C++ Neural Networks and Fuzzy Logic
by Valluru B. Rao M&T Books, IDG Books Worldwide, Inc. ISBN: 1558515526 Pub Date: 06/01/95 |
Previous | Table of Contents | Next |
Details of the Backpropagation Header File
At the top of the file, there are two #define statements, which are used to set the maximum number of layers that can be used, currently five, and the maximum number of training or test vectors that can be read into an I/O buffer. This is currently 100. You can increase the size of the buffer for better speed at the cost of increased memory usage.
The following are definitions in the layer base class. Note that the number of inputs and outputs are protected data members, which means that they can be accessed freely by descendants of the class.
int num_inputs; int num_outputs; float *outputs; // pointer to array of outputs float *inputs; // pointer to array of inputs, which // are outputs of some other layer friend network;
There are also two pointers to arrays of floats in this class. They are the pointers to the outputs in a given layer and the inputs to a given layer. To get a better idea of what a layer encompasses, Figure 7.3 shows you a small feedforward backpropagation network, with a dotted line that shows you the three layers for that network. A layer contains neurons and weights. The layer is responsible for calculating its output (calc_out()), stored in the float * outputs array, and errors (calc_error()) for each of its respective neurons. The errors are stored in another array called float * output_errors defined in the output class. Note that the input class does not have any weights associated with it and therefore is a special case. It does not need to provide any data members or function members related to errors or backpropagation. The only purpose of the input layer is to store data to be forward propagated to the next layer.

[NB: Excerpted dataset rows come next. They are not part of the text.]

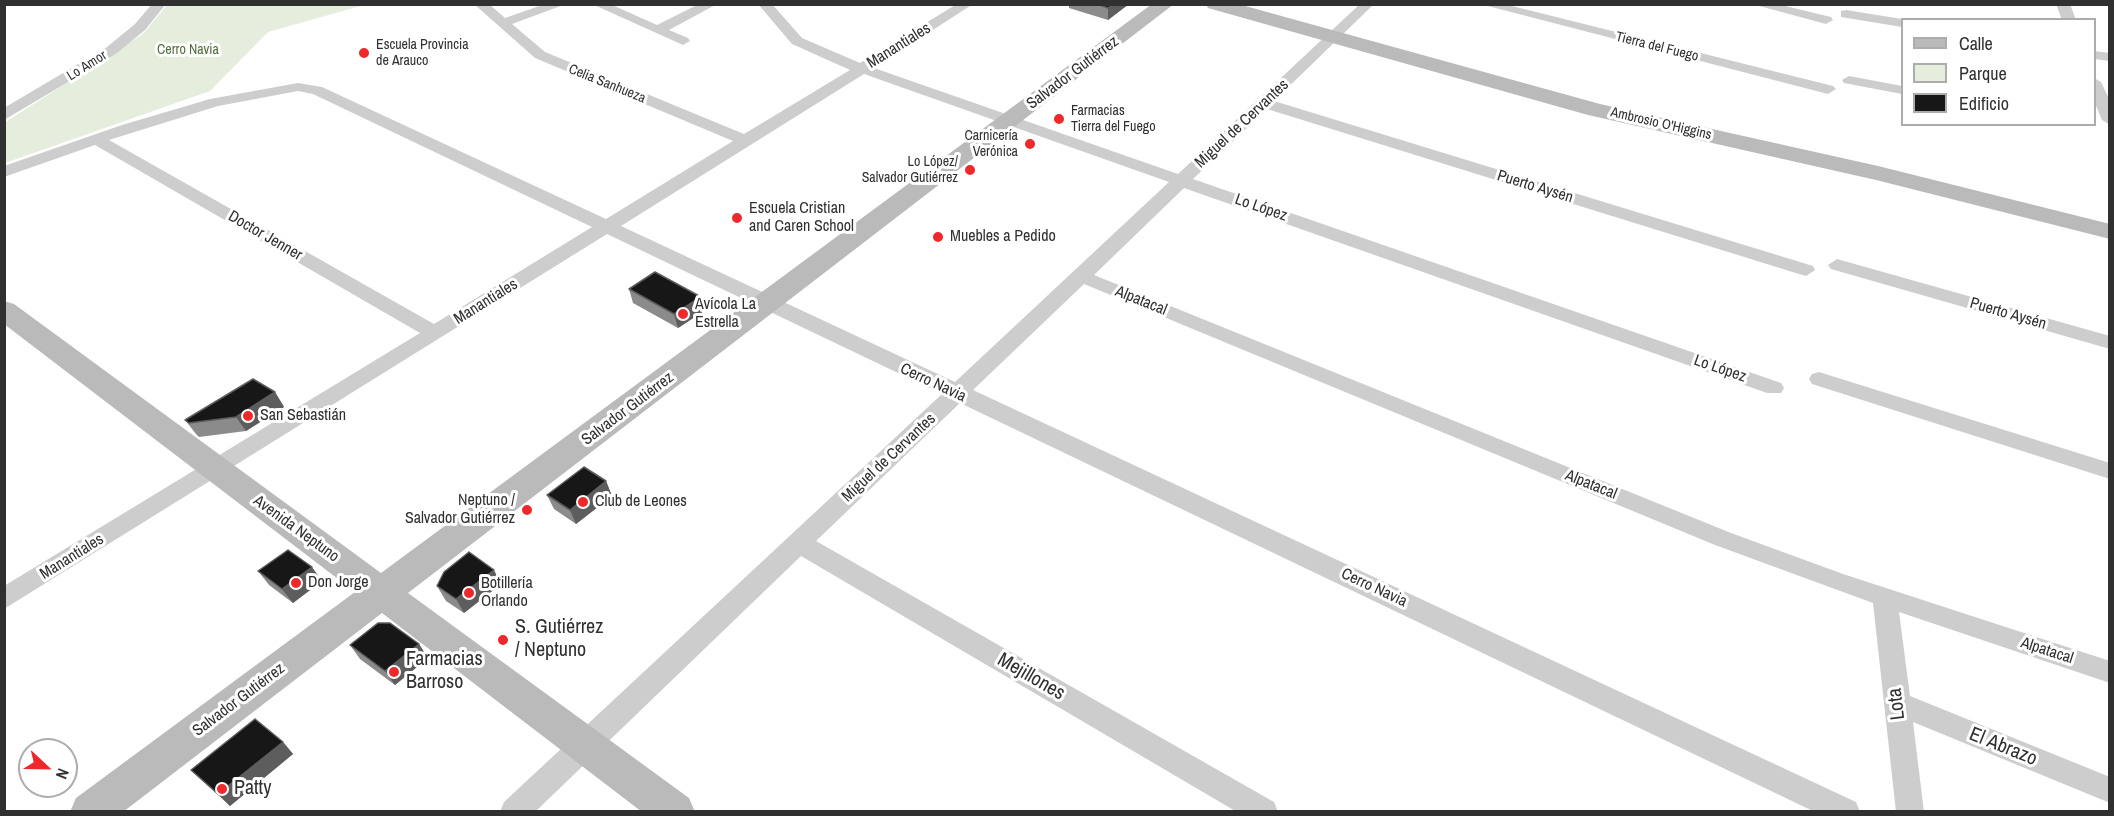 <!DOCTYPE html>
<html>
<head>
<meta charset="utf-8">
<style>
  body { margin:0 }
  #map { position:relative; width:2114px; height:816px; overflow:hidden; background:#fff; font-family:"Archivo Narrow",sans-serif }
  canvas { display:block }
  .frame { position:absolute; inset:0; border:6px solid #303030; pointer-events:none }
  .legend { position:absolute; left:1901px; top:18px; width:195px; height:108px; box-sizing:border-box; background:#fff; border:2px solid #acacac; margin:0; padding:8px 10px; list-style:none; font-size:18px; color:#303030 }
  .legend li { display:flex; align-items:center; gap:12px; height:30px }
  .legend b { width:30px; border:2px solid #acacac }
  .north { position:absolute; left:18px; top:738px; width:60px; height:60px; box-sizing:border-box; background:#fff; border:2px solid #acacac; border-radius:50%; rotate:112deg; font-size:16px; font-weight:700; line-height:24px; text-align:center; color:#303030 }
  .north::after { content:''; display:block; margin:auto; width:21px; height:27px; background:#ef292b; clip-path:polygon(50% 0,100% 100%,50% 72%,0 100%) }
</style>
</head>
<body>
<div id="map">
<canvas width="2114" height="816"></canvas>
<div class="frame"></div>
<ul class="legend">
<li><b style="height:8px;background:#bababa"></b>Calle</li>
<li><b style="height:16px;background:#e5eddd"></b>Parque</li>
<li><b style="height:16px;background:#171717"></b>Edificio</li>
</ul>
<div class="north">N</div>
</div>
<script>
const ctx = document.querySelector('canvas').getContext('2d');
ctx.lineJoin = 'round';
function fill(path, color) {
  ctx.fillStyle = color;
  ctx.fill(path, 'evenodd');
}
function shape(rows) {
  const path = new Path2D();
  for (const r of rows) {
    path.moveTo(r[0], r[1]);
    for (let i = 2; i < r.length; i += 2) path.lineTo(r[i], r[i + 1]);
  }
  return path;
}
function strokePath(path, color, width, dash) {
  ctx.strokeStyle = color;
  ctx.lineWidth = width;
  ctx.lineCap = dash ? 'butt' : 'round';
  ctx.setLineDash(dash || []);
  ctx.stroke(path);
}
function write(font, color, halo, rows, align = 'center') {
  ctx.font = font + ' "Archivo Narrow",sans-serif';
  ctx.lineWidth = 6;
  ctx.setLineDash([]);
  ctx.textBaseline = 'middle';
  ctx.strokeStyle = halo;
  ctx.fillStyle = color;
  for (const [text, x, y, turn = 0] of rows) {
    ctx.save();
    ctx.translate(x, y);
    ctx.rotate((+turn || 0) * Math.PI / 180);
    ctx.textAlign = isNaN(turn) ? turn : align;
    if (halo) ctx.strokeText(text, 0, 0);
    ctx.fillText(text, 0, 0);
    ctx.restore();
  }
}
const green = shape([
  [167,5,364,5,268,32,210,91,5,163,4,123,143,34]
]);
const street = shape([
  [152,4,166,4,145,30,117,53,4,120,4,108,107,47,135,24,152,4],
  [474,4,489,4,505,18,545,4,566,4,512,24,545,52,744,134,850,70,792,44,758,4,772,4,802,38,860,63,957,4,973,4,874,68,1178,174,1360,4,1374,4,1274,101,1813,266,1815,270,1806,276,1799,274,1267,109,1193,179,1781,383,1784,388,1781,393,1767,393,1184,188,1094,275,1731,533,1843,574,2110,661,2110,683,1899,612,1910,696,2110,777,2110,803,1913,722,1924,812,1896,812,1873,603,1715,545,1084,284,973,390,1856,802,1860,812,1815,812,960,403,816,541,1274,802,1278,812,1237,812,801,556,535,812,500,812,504,802,942,394,607,234,4,609,4,586,420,333,95,145,4,177,4,166,122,125,210,99,298,83,322,87,606,219,733,141,535,58,474,4],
  [864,74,1169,182,955,382,621,226,864,74],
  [298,91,313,94,592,227,434,324,109,140,218,106,298,91],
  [592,4,610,4,657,25,699,4,717,4,669,30,688,38,690,41,683,45,592,4],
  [1480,4,1504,4,1833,86,1836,89,1828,94,1480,4],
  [1752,4,1777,4,1831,17,1833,20,1826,24,1752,4],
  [2056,4,2070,4,2076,20,2062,20,2056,4],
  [1846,10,1902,19,1905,20,1902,27,1841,17,1841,11,1846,10],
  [2094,51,2110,53,2110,61,2094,59,2094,51],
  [1849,76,1902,86,1902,94,1844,83,1842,80,1849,76],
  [2094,78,2101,82,2110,101,2110,125,2102,120,2094,101,2094,78],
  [1837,259,2110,336,2110,349,1831,269,1828,265,1837,259],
  [1819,372,2110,463,2110,479,1812,384,1809,379,1812,374,1819,372]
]);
const secondary = shape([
  [1152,4,1174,4,408,593,689,798,695,812,642,812,382,613,123,812,70,812,76,798,355,592,4,324,4,301,14,304,381,573,1152,4],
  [1206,4,1238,4,1600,104,1878,166,2110,224,2110,239,1876,180,1588,115,1208,8,1206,4]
]);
const wall = shape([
  [1069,4,1129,4,1108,20,1069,8],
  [629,289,704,311,678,328,633,303],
  [275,392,284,407,246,431,199,437,196,434,185,420],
  [606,481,612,496,576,524,554,509,547,495],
  [258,571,322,581,293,603,269,585],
  [501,584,464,613,446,601,437,586],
  [419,644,428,658,395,685,360,659,350,645],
  [283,742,293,754,230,806,191,770]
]);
const shadedWall = shape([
  [1113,4,1129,4,1108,20,1108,8],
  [701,297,704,311,678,328,674,314],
  [275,392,284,407,246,431,236,417],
  [606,481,612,496,576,524,570,510],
  [312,567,322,581,293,603,282,589],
  [494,570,501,584,464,613,456,599],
  [419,644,428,658,395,685,385,671],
  [283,742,293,754,230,806,218,794]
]);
const building = shape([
  [1097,4,1113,4,1108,8,1097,4],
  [655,272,701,297,674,314,629,289,655,272],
  [253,379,275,392,236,417,189,423,185,420,253,379],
  [584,467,606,481,570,510,547,495,584,467],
  [288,550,312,567,282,589,258,571,288,550],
  [469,552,494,570,456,599,437,586,444,572,469,552],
  [378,623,390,623,419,644,385,671,350,645,378,623],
  [255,719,283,742,218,794,191,770,255,719]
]);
const markers = [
  [364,53,6,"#ef292b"],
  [1059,119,6,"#ef292b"],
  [1030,144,6,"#ef292b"],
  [970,170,6,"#ef292b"],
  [737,218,6,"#ef292b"],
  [938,237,6,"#ef292b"],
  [683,314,6,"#ef292b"],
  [248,416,6,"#ef292b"],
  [583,502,6,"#ef292b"],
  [527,510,6,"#ef292b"],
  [296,583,6,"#ef292b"],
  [469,593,6,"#ef292b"],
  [503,640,6,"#ef292b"],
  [394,672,6,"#ef292b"],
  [222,789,6,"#ef292b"]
];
const farPoinames = [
  ["Escuela Provincia",376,45],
  ["de Arauco",376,61],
  ["Farmacias",1071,111],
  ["Tierra del Fuego",1071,127],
  ["Carnicería",1018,136,"right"],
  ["Verónica",1018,152,"right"],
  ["Lo López/",958,162,"right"],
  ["Salvador Gutiérrez",958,178,"right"]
];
const farStreetnames = [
  ["Tierra del Fuego",1657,47,14],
  ["Lo Amor",87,66,-32],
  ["Celia Sanhueza",607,84,22],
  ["Ambrosio O'Higgins",1661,124,13]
];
const farParknames = [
  ["Cerro Navia",188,50]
];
const streetNames = [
  ["Manantiales",899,46,-32],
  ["Salvador Gutiérrez",1073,73,-37],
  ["Miguel de Cervantes",1242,124,-43],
  ["Puerto Aysén",1535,187,17],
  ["Lo López",1261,208,19],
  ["Doctor Jenner",265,236,30],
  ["Alpatacal",1141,301,22],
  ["Manantiales",486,302,-32],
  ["Puerto Aysén",2008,314,16],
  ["Lo López",1720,369,19],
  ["Cerro Navia",933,383,25],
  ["Salvador Gutiérrez",628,409,-37],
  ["Miguel de Cervantes",889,458,-43],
  ["Alpatacal",1591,485,22],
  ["Avenida Neptuno",296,529,36],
  ["Manantiales",72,557,-32],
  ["Cerro Navia",1374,588,25],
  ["Alpatacal",2047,651,18],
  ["Salvador Gutiérrez",239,700,-37]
];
const poiNames = [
  ["Escuela Cristian",749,209],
  ["and Caren School",749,227],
  ["Muebles a Pedido",950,237],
  ["Avícola La",695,305],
  ["Estrella",695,323],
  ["San Sebastián",260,416],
  ["Neptuno /",515,501,"right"],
  ["Salvador Gutiérrez",515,519,"right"],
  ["Club de Leones",595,502],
  ["Don Jorge",308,583],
  ["Botillería",481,584],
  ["Orlando",481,602]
];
const nearPoinames = [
  ["S. Gutiérrez",515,628],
  ["/ Neptuno",515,651],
  ["Farmacias",406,660],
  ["Barroso",406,683],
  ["Patty",234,789]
];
const nearStreetnames = [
  ["Mejillones",1031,677,30],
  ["Lota",1897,704,-97],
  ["El Abrazo",2003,747,22]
];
fill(green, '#e5eddd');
fill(street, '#cdcdcd');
fill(secondary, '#bababa');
fill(wall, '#8b8b8b');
fill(shadedWall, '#5d5d5d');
fill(building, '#171717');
strokePath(building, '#5d5d5d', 1.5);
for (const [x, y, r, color] of markers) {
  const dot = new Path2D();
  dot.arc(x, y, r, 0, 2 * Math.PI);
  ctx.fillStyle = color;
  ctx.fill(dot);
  strokePath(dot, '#fff', 2);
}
write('14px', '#303030', '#fff', farPoinames, 'left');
write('14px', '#303030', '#fff', farStreetnames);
write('14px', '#4f6e3a', '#fff', farParknames);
write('16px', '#303030', '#fff', streetNames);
write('16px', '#303030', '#fff', poiNames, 'left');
write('20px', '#303030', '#fff', nearPoinames, 'left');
write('20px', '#303030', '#fff', nearStreetnames);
</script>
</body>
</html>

Figure 7.3 Organization of layers for backpropagation program.
With the output layer, there are a few more arrays present. First, for storing backpropagated errors, there is an array called float * back_errors. There is a weights array called float * weights, and finally, for storing the expected values that initiate the error calculation process, there is an array called float * expected_values. Note that the middle layer needs almost all of these arrays and inherits them by being a derived class of the output_layer class.
There is one other class besides the layer class and its descendants defined in this header file, and that is the network class, which is used to set up communication channels between layers and to feed and remove data from the network. The network class performs the interconnection of layers by setting the pointer of an input array of a given layer to the output array of a previous layer.
This is a fairly extensible scheme that can be used to create variations on the feedforward backpropagation network with feedback connections, for instance.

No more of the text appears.